Open command prompt of other two brokers. Inspect the state of the cluster. You should notice only two active instances and re-election of the controller. In-sync replica set of our “test” topic has also shrinked.

$ docker exec -it kafka0 /bin/bash
# ./bin/kafka-cluster.sh --atomix /volume/kafka/config/atomix-admin.conf --describe --keys /brokers/ids,/controller --include-children
10 /brokers/ids {"data":"[null]","version":0,"owner":0}
52 /brokers/ids/0 {"data":"{\"listener_security_protocol_map\":{\"PLAINTEXT\":\"PLAINTEXT\"},\"endpoints\":[\"PLAINTEXT://kafka0:9092\"],\"jmx_port\":-1,\"host\":\"kafka0\",\"timestamp\":\"1549061407166\",\"port\":9092,\"version\":4}","version":0,"owner":2}
51 /brokers/ids/2 {"data":"{\"listener_security_protocol_map\":{\"PLAINTEXT\":\"PLAINTEXT\"},\"endpoints\":[\"PLAINTEXT://kafka2:9092\"],\"jmx_port\":-1,\"host\":\"kafka2\",\"timestamp\":\"1549061407431\",\"port\":9092,\"version\":4}","version":0,"owner":3}
219 /controller {"data":"{\"version\":1,\"brokerid\":0,\"timestamp\":\"1549061587798\"}","version":0,"owner":2}
# ./bin/kafka-cluster.sh --atomix /volume/kafka/config/atomix-admin.conf --describe --keys /brokers/topics/test --include-children
76 /brokers/topics/test {"data":"{\"version\":1,\"partitions\":{\"1\":[1,2],\"0\":[0,1]}}","version":0,"owner":0}
93 /brokers/topics/test/partitions {"data":"[null]","version":0,"owner":0}
80 /brokers/topics/test/partitions/0 {"data":"[null]","version":0,"owner":0}
213 /brokers/topics/test/partitions/0/state {"data":"{\"controller_epoch\":1,\"leader\":0,\"version\":1,\"leader_epoch\":0,\"isr\":[0]}","version":1,"owner":0}
97 /brokers/topics/test/partitions/1 {"data":"[null]","version":0,"owner":0}
241 /brokers/topics/test/partitions/1/state {"data":"{\"controller_epoch\":2,\"leader\":2,\"version\":1,\"leader_epoch\":1,\"isr\":[2]}","version":1,"owner":0}

Let us send few more messages. Finally restore network on partitioned container. You should see that broker successfully rejoins the cluster. ISR list of “test” topic expands.
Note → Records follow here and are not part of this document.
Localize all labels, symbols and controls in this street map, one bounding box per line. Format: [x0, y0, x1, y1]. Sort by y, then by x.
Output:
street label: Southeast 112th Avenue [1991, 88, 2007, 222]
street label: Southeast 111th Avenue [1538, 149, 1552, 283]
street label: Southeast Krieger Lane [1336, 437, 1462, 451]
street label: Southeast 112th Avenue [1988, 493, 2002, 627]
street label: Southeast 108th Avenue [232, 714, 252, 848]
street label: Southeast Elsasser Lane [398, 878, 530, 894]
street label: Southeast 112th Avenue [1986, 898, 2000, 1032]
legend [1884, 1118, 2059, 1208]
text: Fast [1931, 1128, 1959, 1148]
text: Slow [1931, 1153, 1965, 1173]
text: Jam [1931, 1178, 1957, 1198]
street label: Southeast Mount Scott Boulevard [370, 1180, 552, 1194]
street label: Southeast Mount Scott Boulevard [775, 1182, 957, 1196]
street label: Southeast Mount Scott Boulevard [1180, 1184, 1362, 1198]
$ docker exec -it kafka1 /bin/bash
# iptables -D INPUT 1
# iptables -D OUTPUT 1

To complete demo, shutdown Kafka cluster by invoking $ docker-compose down --volumes.


Summary

Hope you liked the demo! Well, I cannot yet recommend decommissioning your reliable Apache Kafka cluster and provisioning Kafka-Atomix distribution. More resilience tests need to be performed. I am looking forward to checkout Blockade which introduces randomized hardware failures into the cluster. Next step is to support Kafka 2.x, because current modifications apply only to branch 1.1. Kafka 2.x takes advantage of ZooKeeper multi() operation, which will most probably translate to Atomix transactions (two-phase commit protocol).

Are there any other attempts to replace ZooKeeper in Apache Kafka? Yes. Banzai Cloud maintains a version that depends on etcd (KIP-273), whereas Jocko projects aims to completely rewrite Kafka in Go using Raft for consensus and Serf for service discovery.

Feel free to checkout project source code available on GitHub and play with sample three node “dockerized” environment! Hopefully the project will make Kafka cluster even easier to deploy and maintain.